On the other hand, this shallow model misses a lot. Prostitution may be more popular than sperm donation, but for how powerful our drive for sex is, it doesn’t add up. Condoms do reduce physical sensation somewhat, but not enough to explain the visceral revulsion that so many men (and some women) do have regarding their use—it’s just that sometimes the desire for “sex” is stronger. In order to make these things match, you have to model sex with condoms and especially sex with prostitutes as not really counting as “sex” in the way that is desired. And then you get the interesting questions of “Then what does count, and why?”.
In a fairly literal sense, for every example you can show me of a person chasing sex in a way that doesn’t fit with “fitness maximizing”, I can show you an example of someone chasing sex in a way that doesn’t fit with “shallow impulse chasing”. Sometimes it’s fairly blatant, like “Oh, they “thought” she was infertile so they “weren’t being very careful”, interesting” (I know 3 kids conceived in this way), but other times it’s more subtle like “She is on hormonal birth control, is insisting on condom use as well, and is adamant about not wanting a kid right now” and genuinely believes this and is right in that her CEV points that way… and yet an actual exploration of her desires will find that when faced with an artificial “would you rather” separating what she thought she wanted from the things that lead towards pregnancy, you get 100% of the desire in the “surprising” direction.

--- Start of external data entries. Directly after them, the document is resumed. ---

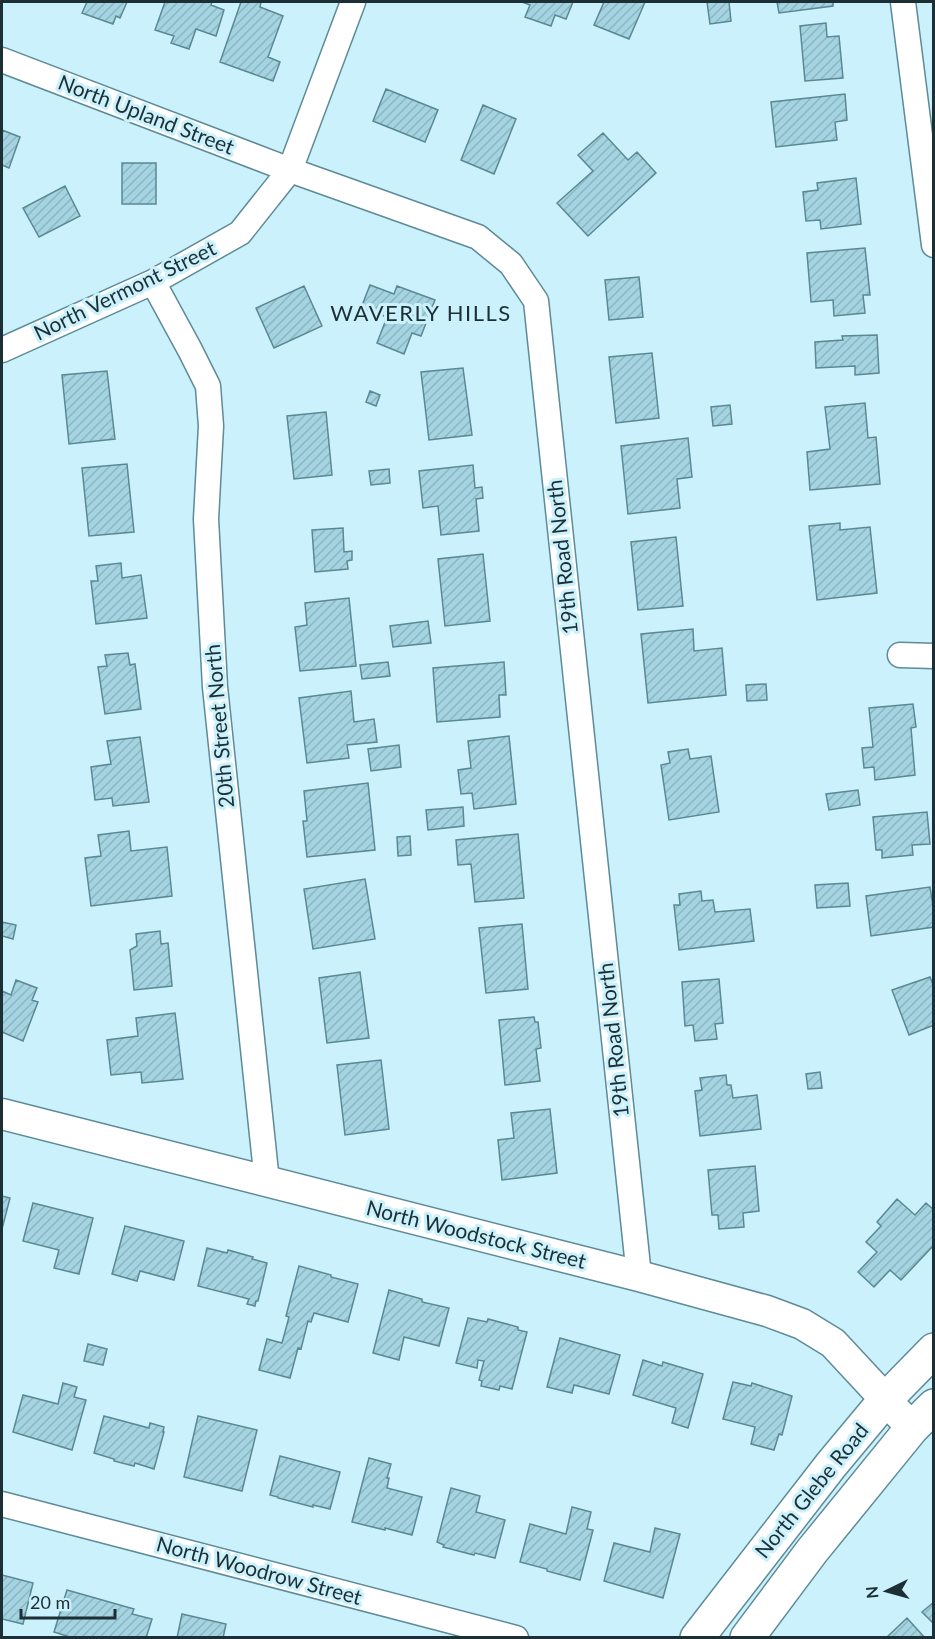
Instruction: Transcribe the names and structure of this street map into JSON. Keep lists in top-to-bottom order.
{
  "streets": {
    "main road": ["North Glebe Road"],
    "street": [
      "North Upland Street",
      "North Vermont Street",
      "19th Road North",
      "20th Street North",
      "North Woodstock Street",
      "North Woodrow Street"
    ]
  },
  "crossings": [
    ["North Upland Street", "North Vermont Street"],
    ["North Upland Street", "19th Road North"],
    ["North Vermont Street", "19th Road North"],
    ["North Vermont Street", "20th Street North"],
    ["19th Road North", "North Woodstock Street"],
    ["20th Street North", "North Woodstock Street"],
    ["North Woodstock Street", "North Glebe Road"]
  ],
  "districts": ["WAVERLY HILLS"],
  "scale_bar": "20 m",
  "north": "left"
}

It’s not that we’re aligned towards “shallow things” that are “the wrong thing” from evolutions perspective, it’s that we’re just not that aligned, period. We’re incoherent. And it’s not that we can’t learn to align to whatever our coherent extrapolated volition turns out to be, it’s that we haven’t—not completely. It’s a lot of work to figure out wtf we actually want, so building global coherence is slow. I recognize that I haven’t done the necessary work to justify it here, and that the claim is quite controversial, but when you actually give people the experiences they need in order to see that their shallow desires aren’t meeting their deeper goals, preferences change. People stop eating so much ice cream, or having any particular interest in sex with condoms, etc. It’s about figuring out how to systematically do that, and doing enough of it.
The use of human failures of alignment as an analogy for AI obviously has its limits, even if it’s not obvious exactly where they are. However, so long as we’re exploring the analogy, things are much more optimistic than “grab randomly from mind design space, and hope it’s Friendly”. In human’s, alignment failure doesn’t mean “Oh no, the process of loading terminal goals went wrong!”, it means that the process of building towards terminal goals got stopped somehow. And the earlier it happens the more of an incoherent mess you have, less able to do anything particularly harmful. In order to make a serial killer you have to get quite a few things right and in order to make a Hitler you have to get even more right, but not completely right or else you wouldn’t have these murderous desires (the incoherences are actually visible when you know how to spot them). Screw up more and you end up a hobo preaching to be the DNA your vegetable is, or if you screw up a little less maybe a petty thief feeding a drug habit.
This is completely separate from the problem of “Wtf happens when you raise an intelligence—human or otherwise—to be so powerful that indifference to the wellbeing of humans cannot get socialized into prosocial desires, and that humans cannot harm it enough to form malevolent desires?”, but it’s still worth noting and understanding.